── The input

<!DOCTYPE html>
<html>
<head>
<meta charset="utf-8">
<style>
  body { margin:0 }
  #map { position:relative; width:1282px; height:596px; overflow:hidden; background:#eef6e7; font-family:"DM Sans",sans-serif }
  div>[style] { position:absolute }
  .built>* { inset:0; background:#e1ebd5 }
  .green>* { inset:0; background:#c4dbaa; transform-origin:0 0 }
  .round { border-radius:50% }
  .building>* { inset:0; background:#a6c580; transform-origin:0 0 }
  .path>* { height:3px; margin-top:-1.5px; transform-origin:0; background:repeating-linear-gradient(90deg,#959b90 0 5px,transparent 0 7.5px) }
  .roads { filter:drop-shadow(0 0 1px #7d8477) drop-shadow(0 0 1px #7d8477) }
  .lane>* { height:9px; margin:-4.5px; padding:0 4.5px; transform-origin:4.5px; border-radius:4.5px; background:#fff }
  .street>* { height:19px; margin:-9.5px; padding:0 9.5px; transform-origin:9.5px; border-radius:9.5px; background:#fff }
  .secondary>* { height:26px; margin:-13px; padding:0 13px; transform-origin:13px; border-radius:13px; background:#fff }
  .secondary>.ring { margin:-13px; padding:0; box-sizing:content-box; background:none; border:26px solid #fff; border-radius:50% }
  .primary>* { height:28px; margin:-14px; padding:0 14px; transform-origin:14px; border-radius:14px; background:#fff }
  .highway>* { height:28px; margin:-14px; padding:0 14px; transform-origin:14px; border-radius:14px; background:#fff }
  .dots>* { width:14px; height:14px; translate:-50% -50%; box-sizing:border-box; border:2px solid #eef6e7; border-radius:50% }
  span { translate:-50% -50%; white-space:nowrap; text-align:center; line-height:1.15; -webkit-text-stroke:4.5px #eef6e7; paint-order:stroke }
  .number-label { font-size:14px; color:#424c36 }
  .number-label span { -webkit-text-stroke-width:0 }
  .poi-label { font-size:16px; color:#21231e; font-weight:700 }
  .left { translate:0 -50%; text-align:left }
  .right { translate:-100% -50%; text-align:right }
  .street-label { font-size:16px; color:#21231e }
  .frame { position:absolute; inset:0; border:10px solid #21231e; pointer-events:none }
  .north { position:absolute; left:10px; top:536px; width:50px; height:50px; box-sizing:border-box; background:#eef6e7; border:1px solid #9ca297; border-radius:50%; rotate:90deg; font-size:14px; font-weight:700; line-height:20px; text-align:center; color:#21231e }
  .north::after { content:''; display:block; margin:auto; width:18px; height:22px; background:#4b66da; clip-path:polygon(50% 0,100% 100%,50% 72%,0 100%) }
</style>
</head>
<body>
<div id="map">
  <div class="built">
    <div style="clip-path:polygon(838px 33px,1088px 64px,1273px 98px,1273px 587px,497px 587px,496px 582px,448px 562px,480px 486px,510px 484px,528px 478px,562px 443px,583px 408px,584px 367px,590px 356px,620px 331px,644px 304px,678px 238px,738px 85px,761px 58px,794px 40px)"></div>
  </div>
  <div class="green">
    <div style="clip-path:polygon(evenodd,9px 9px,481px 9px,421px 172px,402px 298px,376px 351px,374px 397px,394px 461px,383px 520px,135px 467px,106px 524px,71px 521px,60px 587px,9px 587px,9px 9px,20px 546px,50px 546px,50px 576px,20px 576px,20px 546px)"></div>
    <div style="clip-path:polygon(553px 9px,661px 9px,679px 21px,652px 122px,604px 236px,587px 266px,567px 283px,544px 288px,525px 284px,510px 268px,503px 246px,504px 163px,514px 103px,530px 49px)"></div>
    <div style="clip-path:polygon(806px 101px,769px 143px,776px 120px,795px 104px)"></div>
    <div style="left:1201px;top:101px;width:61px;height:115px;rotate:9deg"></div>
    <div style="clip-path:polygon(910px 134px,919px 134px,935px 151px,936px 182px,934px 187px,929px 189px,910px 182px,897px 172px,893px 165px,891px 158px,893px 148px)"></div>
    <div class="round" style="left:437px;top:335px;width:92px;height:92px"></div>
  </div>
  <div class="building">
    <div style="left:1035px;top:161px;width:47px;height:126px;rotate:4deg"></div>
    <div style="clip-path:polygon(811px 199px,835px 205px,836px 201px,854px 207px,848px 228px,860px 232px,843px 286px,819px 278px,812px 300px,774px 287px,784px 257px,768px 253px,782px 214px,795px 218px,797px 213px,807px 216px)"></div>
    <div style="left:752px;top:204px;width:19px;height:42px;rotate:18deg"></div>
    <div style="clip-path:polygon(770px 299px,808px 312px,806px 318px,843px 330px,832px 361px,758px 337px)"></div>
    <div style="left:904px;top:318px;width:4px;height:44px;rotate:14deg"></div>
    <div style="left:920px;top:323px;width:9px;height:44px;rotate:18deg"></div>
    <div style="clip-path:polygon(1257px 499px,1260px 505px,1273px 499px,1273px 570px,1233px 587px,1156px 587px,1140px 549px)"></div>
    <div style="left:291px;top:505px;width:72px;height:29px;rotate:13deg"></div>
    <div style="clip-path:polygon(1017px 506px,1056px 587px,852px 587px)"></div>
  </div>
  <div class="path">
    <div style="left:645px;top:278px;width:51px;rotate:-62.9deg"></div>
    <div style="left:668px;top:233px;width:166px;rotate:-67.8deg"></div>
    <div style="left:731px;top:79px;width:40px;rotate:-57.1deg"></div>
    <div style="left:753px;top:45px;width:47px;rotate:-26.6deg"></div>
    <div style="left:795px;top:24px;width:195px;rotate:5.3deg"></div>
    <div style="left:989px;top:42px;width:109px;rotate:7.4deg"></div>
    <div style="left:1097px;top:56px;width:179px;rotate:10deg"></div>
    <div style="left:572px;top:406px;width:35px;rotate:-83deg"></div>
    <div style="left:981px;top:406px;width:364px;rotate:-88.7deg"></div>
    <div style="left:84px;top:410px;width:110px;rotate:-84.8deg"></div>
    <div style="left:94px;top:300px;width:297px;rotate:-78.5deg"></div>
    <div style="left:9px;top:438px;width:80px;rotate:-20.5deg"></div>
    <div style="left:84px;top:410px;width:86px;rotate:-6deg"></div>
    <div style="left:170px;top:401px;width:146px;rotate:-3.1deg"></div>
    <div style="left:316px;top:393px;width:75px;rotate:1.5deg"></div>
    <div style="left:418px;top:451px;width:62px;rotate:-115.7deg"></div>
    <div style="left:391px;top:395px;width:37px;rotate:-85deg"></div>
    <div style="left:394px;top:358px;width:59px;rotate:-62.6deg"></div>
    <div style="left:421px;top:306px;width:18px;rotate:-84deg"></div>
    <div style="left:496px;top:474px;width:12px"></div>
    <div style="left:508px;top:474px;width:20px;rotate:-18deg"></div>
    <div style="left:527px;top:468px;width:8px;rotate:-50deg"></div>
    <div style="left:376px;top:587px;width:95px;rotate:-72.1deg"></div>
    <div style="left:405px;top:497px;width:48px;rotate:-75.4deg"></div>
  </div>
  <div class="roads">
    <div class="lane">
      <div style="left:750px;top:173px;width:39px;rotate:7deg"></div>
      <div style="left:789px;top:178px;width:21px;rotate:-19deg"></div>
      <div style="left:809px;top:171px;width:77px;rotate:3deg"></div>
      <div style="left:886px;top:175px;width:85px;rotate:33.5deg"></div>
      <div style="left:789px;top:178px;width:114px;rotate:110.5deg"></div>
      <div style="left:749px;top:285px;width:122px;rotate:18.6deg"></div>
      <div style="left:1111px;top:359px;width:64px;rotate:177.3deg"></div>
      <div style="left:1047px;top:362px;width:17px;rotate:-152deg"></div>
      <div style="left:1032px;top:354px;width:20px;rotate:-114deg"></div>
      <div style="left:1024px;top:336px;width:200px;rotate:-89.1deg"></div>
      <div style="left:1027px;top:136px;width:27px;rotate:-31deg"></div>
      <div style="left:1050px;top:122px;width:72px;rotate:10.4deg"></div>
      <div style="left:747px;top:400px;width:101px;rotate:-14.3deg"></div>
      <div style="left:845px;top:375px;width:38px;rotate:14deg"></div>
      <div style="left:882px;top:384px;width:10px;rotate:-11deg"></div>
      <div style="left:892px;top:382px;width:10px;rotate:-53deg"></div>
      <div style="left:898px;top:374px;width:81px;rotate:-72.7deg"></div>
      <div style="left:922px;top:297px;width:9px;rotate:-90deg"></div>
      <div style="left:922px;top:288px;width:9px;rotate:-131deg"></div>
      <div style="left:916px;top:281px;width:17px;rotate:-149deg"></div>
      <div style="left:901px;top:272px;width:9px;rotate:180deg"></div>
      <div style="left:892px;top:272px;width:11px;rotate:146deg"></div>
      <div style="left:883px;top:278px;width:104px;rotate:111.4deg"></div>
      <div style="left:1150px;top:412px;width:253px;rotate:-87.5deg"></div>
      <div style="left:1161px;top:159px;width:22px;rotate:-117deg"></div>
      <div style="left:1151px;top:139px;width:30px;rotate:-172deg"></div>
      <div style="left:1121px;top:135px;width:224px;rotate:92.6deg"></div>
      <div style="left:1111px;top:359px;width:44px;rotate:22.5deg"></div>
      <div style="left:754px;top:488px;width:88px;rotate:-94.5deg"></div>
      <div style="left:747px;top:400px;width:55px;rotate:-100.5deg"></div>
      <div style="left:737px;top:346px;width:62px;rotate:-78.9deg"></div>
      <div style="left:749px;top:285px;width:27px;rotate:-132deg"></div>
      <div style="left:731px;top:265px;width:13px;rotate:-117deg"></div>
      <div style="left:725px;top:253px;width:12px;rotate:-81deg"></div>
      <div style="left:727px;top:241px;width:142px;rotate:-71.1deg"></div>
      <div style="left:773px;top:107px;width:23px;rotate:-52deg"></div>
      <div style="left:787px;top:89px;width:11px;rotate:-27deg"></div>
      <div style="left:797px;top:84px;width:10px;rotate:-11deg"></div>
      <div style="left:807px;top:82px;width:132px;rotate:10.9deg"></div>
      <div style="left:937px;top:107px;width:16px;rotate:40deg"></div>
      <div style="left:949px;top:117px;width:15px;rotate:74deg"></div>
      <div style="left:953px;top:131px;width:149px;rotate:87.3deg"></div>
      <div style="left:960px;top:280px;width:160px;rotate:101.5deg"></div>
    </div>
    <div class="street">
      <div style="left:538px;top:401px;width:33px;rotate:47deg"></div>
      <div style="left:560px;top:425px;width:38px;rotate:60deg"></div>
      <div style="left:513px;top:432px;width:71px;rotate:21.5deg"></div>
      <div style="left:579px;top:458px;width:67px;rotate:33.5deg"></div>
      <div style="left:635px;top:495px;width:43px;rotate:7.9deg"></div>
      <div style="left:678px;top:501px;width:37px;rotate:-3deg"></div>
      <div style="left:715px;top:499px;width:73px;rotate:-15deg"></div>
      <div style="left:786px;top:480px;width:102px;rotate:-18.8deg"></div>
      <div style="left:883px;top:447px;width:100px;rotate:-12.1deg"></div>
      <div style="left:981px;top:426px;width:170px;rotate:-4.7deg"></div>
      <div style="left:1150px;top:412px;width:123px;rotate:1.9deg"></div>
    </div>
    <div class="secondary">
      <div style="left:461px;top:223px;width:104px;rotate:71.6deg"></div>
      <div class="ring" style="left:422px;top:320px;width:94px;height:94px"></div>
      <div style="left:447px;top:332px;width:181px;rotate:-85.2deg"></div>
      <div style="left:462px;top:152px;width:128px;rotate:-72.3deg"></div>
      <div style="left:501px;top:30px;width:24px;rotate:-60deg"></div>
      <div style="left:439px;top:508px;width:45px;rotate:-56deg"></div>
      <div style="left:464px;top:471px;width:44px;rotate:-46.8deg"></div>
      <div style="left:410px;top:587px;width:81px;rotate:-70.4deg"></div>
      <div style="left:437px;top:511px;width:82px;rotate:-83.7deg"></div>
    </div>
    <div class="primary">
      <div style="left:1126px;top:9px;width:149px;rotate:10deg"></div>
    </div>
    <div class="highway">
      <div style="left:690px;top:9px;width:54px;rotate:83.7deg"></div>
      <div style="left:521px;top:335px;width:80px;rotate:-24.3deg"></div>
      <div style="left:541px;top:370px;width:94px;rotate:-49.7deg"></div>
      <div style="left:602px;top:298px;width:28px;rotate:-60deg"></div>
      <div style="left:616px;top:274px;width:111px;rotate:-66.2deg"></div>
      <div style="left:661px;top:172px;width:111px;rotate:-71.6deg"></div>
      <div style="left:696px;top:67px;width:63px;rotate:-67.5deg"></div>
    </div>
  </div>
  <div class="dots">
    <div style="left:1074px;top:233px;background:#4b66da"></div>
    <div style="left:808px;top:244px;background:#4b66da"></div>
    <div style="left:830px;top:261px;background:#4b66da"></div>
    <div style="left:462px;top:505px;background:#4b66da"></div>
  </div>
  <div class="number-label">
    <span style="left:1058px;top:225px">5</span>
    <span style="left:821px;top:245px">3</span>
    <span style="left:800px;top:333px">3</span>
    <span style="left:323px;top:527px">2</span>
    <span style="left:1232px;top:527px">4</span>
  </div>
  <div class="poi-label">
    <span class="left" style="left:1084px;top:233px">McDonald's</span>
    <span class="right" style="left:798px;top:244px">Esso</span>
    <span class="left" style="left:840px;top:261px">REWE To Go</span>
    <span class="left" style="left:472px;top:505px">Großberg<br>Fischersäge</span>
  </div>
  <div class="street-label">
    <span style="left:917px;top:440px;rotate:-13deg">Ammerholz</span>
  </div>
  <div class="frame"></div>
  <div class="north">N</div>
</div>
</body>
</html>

────

What the task asks:
Write out only the lines from the very start of the entries above to the line that includes "filter:drop-shadow(0 0 1px", both ends included, each one unchanged.

Exercise response:
<!DOCTYPE html>
<html>
<head>
<meta charset="utf-8">
<style>
  body { margin:0 }
  #map { position:relative; width:1282px; height:596px; overflow:hidden; background:#eef6e7; font-family:"DM Sans",sans-serif }
  div>[style] { position:absolute }
  .built>* { inset:0; background:#e1ebd5 }
  .green>* { inset:0; background:#c4dbaa; transform-origin:0 0 }
  .round { border-radius:50% }
  .building>* { inset:0; background:#a6c580; transform-origin:0 0 }
  .path>* { height:3px; margin-top:-1.5px; transform-origin:0; background:repeating-linear-gradient(90deg,#959b90 0 5px,transparent 0 7.5px) }
  .roads { filter:drop-shadow(0 0 1px #7d8477) drop-shadow(0 0 1px #7d8477) }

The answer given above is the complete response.